Let us assume that the market shares are driven by the willingness of the individuals to start therapies. In a possible scenario, the majority of the patients prefer quitting smoking without any help, and the other patients are less willing to undergo therapies as they become more costly. We can therefore imagine in this scenario that 40% of the individuals are in the no treatment group, 30% in the self-help group, and only 20% and 10% seek individual and group counselling respectively. The market shares vector are then defined as:
mkt.shares <- c(0.4, 0.3, 0.2, 0.1)To produce the results for the mixed analysis, it is necessary to execute the mixedAn function, to create an object ma or the class mixedAn.
mixedAn(m) <- mkt.sharesThe resulting m object can be used in two ways:
- To extract the point estimate of the loss in EVPI for a given willingness to pay value, by comparing the “optimal” situation in which the most cost-effective comparator \(t\) is adopted (such that the associated market shares \(q_t\) are equal to one);
- To produce a graphical analysis of the behaviour of the EVPI over a range of willingness to pay values for the mixed-strategy and “optimal” choice.
The first item can be obtained using the summary function. Since this is an S3 function for the objects of class mixedAn, the relative help page can be found by executing the ?summary.mixedAn function from the R console. For example the point estimate for the loss in EVPI for a willingness to pay of 250 per QALY gained can be obtained with:
summary(m, wtp=250)
Analysis of mixed strategy for willingness to pay parameter k = 250
Reference intervention: Group counselling (2.50% market share)
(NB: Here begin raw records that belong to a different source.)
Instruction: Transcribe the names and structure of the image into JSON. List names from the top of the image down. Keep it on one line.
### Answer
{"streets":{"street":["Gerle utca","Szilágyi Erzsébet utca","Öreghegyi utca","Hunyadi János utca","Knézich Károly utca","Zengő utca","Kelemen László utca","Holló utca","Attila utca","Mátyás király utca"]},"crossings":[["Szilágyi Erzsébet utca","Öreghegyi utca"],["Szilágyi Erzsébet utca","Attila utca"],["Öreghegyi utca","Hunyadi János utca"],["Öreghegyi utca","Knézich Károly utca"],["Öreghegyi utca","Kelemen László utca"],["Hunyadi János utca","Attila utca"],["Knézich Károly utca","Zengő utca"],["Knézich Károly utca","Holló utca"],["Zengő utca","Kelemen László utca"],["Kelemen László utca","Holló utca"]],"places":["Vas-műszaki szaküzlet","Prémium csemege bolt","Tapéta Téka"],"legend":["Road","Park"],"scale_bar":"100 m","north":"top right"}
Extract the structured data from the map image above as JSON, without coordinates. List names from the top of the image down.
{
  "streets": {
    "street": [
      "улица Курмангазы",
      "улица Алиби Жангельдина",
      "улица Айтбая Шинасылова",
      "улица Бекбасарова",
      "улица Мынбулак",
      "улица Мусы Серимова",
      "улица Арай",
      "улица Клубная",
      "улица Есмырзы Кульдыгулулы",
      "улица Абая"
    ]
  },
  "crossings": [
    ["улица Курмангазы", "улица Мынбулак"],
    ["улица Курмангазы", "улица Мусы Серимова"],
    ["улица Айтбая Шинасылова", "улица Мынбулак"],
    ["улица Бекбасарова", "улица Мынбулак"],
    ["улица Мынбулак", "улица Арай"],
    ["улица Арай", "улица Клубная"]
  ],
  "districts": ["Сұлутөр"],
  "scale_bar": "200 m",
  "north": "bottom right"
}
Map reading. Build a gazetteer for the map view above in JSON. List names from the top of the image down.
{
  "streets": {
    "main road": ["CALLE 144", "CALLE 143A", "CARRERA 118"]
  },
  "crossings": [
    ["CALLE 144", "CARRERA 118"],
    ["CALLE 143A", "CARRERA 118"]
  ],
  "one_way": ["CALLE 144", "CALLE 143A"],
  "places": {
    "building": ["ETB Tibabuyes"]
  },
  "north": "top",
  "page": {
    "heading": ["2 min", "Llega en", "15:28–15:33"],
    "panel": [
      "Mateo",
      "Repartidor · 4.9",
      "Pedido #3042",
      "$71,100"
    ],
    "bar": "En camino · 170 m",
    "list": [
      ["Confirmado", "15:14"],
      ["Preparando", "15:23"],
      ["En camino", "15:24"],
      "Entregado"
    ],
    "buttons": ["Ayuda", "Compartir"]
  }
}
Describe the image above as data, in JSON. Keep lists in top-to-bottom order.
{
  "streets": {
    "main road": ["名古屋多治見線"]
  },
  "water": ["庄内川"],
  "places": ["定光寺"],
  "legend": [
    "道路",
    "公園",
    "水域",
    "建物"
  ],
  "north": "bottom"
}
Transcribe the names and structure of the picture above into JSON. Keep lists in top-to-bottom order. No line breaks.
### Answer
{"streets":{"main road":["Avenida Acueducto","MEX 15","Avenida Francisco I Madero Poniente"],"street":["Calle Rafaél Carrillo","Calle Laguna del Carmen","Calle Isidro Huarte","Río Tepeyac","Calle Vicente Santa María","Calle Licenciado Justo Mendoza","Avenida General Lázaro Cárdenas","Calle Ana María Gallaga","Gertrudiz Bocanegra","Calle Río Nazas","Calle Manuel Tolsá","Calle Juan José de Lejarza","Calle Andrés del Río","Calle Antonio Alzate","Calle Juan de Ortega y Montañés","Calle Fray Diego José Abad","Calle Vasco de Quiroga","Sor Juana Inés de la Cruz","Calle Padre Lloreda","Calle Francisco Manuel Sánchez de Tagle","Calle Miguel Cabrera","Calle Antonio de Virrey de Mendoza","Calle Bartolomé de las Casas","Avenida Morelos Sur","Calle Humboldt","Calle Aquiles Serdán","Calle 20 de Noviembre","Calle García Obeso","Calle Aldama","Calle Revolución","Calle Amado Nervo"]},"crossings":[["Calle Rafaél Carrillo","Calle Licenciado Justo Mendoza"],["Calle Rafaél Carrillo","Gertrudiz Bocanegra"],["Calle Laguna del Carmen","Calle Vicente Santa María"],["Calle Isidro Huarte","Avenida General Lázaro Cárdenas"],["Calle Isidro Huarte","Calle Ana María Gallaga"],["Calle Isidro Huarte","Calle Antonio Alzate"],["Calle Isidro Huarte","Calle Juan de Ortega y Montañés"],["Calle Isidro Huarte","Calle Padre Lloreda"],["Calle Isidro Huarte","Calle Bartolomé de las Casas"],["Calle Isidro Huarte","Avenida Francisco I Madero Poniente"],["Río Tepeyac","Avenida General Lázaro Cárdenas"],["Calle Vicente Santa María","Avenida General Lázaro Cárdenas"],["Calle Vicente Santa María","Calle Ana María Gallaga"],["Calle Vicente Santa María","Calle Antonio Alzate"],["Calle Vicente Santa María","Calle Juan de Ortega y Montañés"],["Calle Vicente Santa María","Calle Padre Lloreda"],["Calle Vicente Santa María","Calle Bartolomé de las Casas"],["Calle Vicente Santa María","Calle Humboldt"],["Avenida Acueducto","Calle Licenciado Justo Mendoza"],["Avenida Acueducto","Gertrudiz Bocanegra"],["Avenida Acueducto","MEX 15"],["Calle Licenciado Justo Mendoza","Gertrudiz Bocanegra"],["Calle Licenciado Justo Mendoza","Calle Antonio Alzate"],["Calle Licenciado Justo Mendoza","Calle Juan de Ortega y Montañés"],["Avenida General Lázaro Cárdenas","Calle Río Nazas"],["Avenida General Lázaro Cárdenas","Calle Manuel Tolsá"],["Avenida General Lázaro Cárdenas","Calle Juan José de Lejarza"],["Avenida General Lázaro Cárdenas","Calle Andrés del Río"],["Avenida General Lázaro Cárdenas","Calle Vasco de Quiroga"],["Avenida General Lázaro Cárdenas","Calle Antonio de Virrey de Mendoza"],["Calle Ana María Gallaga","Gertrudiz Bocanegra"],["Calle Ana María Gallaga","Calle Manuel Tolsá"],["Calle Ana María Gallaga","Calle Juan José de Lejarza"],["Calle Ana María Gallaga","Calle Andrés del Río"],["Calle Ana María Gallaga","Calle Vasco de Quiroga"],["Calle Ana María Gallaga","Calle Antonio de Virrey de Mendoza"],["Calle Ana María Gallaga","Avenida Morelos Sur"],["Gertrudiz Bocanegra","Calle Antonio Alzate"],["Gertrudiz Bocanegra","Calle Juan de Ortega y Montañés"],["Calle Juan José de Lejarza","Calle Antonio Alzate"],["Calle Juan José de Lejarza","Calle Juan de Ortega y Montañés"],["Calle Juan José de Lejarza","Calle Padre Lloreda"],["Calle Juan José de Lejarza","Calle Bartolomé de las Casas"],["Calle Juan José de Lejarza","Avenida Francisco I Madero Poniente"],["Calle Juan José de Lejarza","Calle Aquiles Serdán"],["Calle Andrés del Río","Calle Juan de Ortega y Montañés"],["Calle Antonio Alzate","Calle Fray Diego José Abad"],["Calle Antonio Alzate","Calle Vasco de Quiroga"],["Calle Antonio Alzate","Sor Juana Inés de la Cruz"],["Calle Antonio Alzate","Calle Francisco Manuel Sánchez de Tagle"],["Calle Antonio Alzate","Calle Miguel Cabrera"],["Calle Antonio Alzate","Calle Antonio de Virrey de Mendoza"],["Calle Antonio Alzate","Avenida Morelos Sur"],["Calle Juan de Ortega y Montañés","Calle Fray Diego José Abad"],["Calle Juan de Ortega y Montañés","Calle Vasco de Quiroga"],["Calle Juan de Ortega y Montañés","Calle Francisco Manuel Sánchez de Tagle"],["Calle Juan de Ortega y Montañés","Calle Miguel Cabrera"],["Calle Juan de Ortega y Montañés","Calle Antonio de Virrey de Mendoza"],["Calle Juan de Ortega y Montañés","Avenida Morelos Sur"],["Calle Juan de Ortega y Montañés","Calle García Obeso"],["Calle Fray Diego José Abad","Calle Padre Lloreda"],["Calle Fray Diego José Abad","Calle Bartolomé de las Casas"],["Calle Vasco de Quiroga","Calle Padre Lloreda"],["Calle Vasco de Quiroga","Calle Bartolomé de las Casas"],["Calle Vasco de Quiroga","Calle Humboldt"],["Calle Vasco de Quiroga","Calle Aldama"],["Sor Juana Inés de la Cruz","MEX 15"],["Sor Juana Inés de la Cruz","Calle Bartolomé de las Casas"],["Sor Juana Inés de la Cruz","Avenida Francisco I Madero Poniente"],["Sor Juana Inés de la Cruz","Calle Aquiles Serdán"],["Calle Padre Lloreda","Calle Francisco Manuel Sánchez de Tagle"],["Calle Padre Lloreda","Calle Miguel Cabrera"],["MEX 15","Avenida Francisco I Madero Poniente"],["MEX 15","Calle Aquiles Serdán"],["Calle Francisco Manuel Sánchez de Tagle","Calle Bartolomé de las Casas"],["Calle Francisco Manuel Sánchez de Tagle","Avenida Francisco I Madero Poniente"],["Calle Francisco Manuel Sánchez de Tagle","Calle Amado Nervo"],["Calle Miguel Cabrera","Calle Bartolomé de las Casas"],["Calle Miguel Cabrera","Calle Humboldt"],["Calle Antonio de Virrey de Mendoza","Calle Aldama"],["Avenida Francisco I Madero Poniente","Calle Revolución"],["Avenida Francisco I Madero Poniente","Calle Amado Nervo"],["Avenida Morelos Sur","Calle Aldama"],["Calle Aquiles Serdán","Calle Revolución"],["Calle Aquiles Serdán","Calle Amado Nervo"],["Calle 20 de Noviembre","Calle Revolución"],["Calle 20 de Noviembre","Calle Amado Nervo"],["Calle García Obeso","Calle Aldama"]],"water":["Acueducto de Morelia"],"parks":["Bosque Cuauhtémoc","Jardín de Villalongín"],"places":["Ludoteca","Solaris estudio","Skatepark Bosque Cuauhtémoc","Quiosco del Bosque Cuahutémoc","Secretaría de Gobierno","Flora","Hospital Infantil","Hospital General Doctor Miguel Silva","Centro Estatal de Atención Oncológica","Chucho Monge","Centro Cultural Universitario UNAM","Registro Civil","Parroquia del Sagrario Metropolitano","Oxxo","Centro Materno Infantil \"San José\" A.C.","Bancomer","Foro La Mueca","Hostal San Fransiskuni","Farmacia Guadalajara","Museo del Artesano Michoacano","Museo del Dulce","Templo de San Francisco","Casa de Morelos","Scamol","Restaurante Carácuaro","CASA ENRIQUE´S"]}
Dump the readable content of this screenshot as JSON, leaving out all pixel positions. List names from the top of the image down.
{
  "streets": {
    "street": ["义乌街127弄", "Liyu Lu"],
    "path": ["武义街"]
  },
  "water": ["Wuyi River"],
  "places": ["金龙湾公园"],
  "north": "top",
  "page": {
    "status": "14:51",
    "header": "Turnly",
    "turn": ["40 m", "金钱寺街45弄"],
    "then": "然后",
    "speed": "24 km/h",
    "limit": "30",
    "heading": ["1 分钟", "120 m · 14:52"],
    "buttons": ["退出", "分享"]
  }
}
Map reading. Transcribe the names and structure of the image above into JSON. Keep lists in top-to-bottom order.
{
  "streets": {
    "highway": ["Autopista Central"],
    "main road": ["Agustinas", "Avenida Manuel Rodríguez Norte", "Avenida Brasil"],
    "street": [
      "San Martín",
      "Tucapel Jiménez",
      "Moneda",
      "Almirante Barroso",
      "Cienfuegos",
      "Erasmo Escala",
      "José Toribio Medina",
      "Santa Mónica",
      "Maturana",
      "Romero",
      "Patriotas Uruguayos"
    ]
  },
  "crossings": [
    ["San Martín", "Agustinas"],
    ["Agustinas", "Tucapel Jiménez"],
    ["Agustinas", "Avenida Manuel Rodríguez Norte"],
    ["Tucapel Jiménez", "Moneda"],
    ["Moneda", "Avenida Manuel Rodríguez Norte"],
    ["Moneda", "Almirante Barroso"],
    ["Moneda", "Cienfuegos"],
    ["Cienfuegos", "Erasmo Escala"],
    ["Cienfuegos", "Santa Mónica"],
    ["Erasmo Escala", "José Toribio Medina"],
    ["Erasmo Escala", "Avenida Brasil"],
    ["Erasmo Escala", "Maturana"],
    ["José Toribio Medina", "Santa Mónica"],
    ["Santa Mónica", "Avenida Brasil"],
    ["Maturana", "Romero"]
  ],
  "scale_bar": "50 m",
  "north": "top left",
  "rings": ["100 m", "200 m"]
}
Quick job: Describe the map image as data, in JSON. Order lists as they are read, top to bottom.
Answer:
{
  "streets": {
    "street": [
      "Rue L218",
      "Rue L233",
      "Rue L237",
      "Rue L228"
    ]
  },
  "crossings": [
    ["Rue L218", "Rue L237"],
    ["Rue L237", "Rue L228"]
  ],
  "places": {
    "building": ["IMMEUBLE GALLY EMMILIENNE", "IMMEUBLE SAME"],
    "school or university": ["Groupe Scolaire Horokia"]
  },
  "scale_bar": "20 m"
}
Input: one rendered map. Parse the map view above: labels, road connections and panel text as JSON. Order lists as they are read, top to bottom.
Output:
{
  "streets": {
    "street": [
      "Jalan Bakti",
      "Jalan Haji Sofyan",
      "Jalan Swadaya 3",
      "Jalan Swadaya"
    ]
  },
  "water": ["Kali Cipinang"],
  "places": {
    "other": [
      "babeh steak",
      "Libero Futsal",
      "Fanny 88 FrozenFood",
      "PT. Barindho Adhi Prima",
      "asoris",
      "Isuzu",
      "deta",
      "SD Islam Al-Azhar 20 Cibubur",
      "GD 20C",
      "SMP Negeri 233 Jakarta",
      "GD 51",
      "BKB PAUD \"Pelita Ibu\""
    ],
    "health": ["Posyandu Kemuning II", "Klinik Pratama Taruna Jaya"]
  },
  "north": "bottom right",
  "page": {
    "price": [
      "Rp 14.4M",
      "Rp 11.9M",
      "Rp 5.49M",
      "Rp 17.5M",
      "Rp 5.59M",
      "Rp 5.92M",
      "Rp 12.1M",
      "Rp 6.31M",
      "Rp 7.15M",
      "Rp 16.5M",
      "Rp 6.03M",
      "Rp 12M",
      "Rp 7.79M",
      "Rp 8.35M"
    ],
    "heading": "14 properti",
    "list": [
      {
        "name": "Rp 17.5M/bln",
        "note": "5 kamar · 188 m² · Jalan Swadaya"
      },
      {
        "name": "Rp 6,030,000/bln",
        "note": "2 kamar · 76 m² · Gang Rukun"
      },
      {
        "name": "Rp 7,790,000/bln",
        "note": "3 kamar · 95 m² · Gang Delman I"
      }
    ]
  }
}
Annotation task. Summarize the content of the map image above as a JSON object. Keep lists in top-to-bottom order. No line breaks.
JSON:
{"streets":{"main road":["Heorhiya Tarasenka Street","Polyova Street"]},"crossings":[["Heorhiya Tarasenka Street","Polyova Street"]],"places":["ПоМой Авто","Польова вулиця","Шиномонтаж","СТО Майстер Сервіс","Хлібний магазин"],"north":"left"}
Comparator intervention(s): No intervention (10.00% market share)
: Self-help (7.50% market share)
: Individual counselling (5.00% market share)
Loss in the expected value of information = 110.08The two EVPI curves, for the optimal and mixed-treatment scenarios together, can be plotted using the evi.plot function. Both the base graphics and ggplot2 versions of the plot are available, and can be selected by specifying the argument graph="base" (or "b" for short, the default) or graph="ggplot2" (or "g" for short). The function accept other arguments analogously to the previously presented functions to tweak the appearance of the graph in addition to the choice of the plotting library to be used (the help page can be opened by running ?evi.plot.mixedAn in the R console). The y-axis limits can be selected by passing a two-element vector to the argument y.limits (defaults to NULL), while the legend position can be chosen using pos, consistent to other functions such as ceplane.plot. The output of the function for the code shown below is presented in Figure 4.20.
evi.plot(m, graph="g", pos="b")Figure 4.20 shows the behaviour of the EVPI over willingness to pay values ranging from \(0\) to \(500\). The EVPI for the mixed strategy is greater than the optimal strategy scenario, in which the whole of the market share is allocated to the intervention with the highest utility at any given willingness to pay value. The gap between the two curves is wider for the two extreme points of the chosen interval of WTP values, while they are relatively close in the interval between \(150\) and \(250\) per life years gained. This is because in this interval the decision uncertainty is highest, which decreases the opportunity loss differential between the two scenarios. Clearly, when the optimal strategy is uncertain then all strategies are similar and therefore using a mixed strategy is actually close to the optimal strategy.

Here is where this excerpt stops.